Mu’tegedi sözlerini şöyle bitiriyor: Bu sergide tarihi bir dönem sergileniyor, Protesto sanatının seyri, konuşma sanatının ve akıllı ifadenin seyri. Bu tarihi kesit çok hassas bir kesittir ve bu görüntülerin göstergebilimi, diyaloğun göstergebilimidir. Bu yüzden meşruta dönemi ardından protesto sanatı olarak gördüklerimiz, bu dönemde göze çarpıyor. Bu belirtiler edebiyattan yavaş yavaş görüntüye ve görsel sanata girmiş ve ideoloji oluşturan bir akım yaratmıştır.
İran’ın çağdaş döneminde protesto sanat akımı, meşruta inkılabı ile başladı ve 19 ağustos darbesi gibi olaylarla devam ederek gelişti. Daha sonraları onda görsel sanatlardan bazı belirtiler, “sakka hane resimleri” akımında devam etti ve son yarım asırda yani 1960’lı yıllardan beri protesto sanatı edebiyat ve tiyatroya da yayıldı ve 70’li yıllarda ise görsel sanatlar ve sinema ve müziğe de bağlandı.
Doğal olarak 70’li yıllarda modernizm akımı ardından, sosyal sanatın önemli kategorilerinden olan eleştirel ve protesto sanatı ile karşılaşıyoruz. Siyasal ve toplumsal olaylara bu bakış ve sanata yansıması "Aynadaki Ayna" sergisinin oluşumunda ve organizasyonunda dikkate alınmıştır ve protesto ve inkılapçı sanatın oluşumu ilk kez sanat tarihi perspektifinden incelenmiştir.
Eserlerin seçiminde ve sunumunda tüm sanatçılara ve akımlara neredeyse kapsamlı bir bakış bulunuyor ve muhatap, inkılaptan sonraki yıllarda var olan protesto ve sosyal sanatın köklerinin önceki yıllarda olduğunu anlar.

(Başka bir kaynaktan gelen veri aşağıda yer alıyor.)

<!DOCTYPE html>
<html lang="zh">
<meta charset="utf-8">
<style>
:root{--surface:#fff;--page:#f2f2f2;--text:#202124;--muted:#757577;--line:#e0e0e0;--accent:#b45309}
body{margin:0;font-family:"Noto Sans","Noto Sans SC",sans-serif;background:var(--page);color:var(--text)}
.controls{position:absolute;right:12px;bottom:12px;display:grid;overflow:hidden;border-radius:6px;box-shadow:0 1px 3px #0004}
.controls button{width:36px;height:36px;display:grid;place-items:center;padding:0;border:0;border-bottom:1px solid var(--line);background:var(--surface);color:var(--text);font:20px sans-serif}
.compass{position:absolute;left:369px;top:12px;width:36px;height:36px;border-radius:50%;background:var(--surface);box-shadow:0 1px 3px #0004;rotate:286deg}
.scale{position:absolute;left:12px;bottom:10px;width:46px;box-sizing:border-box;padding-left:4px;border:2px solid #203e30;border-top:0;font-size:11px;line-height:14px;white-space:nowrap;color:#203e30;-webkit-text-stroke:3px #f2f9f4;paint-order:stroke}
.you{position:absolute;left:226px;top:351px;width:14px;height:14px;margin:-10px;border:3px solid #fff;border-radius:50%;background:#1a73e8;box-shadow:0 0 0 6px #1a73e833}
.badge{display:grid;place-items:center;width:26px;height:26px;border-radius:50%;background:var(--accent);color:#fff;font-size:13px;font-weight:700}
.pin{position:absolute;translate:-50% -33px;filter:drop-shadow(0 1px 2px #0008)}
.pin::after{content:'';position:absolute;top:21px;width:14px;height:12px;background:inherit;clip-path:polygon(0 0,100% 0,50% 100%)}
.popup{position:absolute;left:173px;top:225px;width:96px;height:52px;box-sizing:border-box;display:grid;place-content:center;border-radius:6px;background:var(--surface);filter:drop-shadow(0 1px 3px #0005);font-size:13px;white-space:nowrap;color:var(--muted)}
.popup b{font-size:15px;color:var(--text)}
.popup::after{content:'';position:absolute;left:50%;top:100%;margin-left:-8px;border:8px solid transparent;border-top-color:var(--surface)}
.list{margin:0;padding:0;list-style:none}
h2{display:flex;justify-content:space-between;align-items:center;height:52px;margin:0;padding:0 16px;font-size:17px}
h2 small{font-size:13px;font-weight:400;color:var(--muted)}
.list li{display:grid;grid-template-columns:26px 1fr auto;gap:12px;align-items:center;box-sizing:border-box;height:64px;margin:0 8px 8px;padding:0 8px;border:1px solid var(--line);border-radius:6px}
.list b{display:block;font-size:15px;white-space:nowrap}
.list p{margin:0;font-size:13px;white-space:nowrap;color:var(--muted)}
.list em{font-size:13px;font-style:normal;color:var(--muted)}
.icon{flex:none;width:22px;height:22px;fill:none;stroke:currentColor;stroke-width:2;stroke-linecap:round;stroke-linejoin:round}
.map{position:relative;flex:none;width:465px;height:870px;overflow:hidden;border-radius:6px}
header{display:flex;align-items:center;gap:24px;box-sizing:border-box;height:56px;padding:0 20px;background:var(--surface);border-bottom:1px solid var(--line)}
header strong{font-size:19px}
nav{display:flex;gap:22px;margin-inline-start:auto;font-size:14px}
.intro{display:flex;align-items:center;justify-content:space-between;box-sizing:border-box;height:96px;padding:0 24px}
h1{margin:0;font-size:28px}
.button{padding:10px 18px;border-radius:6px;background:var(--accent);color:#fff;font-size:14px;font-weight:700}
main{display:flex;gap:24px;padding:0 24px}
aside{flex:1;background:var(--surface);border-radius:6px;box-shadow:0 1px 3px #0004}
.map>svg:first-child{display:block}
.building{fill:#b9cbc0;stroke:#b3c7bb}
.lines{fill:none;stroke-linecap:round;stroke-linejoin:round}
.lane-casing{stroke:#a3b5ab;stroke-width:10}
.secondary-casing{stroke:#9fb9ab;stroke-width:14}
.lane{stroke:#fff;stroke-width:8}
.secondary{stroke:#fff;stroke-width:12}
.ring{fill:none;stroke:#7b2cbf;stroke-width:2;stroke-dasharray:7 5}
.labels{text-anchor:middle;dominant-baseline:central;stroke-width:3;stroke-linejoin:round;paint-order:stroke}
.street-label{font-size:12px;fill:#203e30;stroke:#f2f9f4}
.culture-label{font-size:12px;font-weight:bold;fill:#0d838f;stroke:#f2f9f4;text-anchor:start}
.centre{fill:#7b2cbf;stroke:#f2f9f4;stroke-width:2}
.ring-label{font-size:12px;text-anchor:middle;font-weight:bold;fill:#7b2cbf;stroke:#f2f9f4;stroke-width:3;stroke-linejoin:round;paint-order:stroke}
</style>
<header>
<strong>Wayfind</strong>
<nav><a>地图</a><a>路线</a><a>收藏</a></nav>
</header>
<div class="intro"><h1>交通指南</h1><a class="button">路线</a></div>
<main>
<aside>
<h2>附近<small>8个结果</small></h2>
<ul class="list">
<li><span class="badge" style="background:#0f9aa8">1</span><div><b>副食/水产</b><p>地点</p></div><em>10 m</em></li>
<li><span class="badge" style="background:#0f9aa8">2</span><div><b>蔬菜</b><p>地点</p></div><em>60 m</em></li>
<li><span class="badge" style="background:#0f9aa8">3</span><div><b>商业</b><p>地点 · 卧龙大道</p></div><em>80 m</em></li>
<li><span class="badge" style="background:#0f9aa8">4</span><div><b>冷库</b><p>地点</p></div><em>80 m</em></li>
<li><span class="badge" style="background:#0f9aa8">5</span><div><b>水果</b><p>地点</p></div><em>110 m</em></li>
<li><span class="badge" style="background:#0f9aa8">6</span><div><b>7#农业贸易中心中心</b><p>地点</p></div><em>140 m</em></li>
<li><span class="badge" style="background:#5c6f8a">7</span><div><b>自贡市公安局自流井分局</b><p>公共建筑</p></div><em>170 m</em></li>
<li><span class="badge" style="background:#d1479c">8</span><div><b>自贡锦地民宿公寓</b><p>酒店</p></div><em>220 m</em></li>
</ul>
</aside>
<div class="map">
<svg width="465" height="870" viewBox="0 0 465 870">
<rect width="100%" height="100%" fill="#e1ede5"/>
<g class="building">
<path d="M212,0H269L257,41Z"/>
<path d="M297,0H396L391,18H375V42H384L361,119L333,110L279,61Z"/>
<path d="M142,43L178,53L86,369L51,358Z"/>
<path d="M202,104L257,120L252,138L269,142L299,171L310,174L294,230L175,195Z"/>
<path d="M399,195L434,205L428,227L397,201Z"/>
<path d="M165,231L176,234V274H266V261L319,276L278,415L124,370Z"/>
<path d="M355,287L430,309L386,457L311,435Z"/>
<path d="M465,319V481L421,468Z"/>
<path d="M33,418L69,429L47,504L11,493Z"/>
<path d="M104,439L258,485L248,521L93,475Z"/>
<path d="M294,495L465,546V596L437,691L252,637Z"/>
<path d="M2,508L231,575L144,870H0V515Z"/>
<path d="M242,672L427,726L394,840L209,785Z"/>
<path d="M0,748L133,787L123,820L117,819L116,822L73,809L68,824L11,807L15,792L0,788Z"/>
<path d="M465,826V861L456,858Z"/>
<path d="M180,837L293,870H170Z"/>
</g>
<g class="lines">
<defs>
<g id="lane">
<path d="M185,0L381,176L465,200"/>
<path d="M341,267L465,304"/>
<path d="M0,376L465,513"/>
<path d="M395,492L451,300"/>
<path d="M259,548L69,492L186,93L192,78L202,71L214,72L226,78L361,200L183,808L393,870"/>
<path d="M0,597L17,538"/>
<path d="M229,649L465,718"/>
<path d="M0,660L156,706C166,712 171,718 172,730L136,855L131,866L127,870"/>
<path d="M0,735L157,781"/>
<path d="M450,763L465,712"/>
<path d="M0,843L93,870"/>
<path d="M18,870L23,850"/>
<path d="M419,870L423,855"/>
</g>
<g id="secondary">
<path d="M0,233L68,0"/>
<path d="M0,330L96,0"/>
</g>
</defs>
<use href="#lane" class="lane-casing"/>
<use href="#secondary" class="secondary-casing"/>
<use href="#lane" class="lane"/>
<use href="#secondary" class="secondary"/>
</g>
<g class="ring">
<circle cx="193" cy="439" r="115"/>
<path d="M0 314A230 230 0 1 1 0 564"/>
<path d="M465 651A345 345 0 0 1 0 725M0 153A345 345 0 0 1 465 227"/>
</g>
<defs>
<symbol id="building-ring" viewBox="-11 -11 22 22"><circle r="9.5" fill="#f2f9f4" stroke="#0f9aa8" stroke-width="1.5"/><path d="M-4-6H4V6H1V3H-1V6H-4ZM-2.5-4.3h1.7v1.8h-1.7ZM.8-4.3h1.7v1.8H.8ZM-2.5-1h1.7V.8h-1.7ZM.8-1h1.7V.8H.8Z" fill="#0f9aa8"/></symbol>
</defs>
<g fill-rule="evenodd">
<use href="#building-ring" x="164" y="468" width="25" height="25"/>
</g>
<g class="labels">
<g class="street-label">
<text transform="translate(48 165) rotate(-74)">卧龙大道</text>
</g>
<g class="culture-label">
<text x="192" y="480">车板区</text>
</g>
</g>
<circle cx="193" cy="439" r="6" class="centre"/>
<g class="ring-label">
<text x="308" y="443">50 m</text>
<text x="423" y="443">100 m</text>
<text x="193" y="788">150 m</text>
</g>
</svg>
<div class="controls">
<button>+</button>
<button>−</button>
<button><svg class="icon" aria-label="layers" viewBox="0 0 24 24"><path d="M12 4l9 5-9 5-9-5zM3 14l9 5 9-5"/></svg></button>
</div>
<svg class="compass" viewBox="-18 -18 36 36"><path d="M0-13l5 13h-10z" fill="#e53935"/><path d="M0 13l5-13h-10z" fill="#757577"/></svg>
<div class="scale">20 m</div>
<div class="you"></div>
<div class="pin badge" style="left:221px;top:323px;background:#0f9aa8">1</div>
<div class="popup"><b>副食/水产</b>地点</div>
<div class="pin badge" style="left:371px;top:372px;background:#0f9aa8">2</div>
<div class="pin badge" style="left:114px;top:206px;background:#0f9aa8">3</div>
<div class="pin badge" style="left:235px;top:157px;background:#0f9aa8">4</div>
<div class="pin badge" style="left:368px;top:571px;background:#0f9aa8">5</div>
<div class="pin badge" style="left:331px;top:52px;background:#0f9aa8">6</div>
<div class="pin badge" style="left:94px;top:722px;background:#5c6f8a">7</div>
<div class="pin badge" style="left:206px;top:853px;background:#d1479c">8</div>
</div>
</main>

Serginin özelliklerinden biri, sanat eserlerinin genelde büyük boyutlarda olması ve duvar resimi boyutlarında şekillenmesidir. Bu sanat dünyanın birçok yerinde son yüz yılın birçok devriminde ve toplumsal hareketinde şekillenen ve gelişen sanattır.
Aynadaki Ayna sergisi, eserleri yaratan sanatçıların çeşitliliği, eserlerin kalitesi, onların yapılış yılları ve çağdaş sosyal gelişmeler tarihi bakımından önemi, muhtemelen sanat eserlerin bir arada toplanması ve sergilenmesi konusunda yılın en önemli sanat etkinliğidir. Bu serginin kapıları, 27 şubat tarihine kadar açık olacaktır.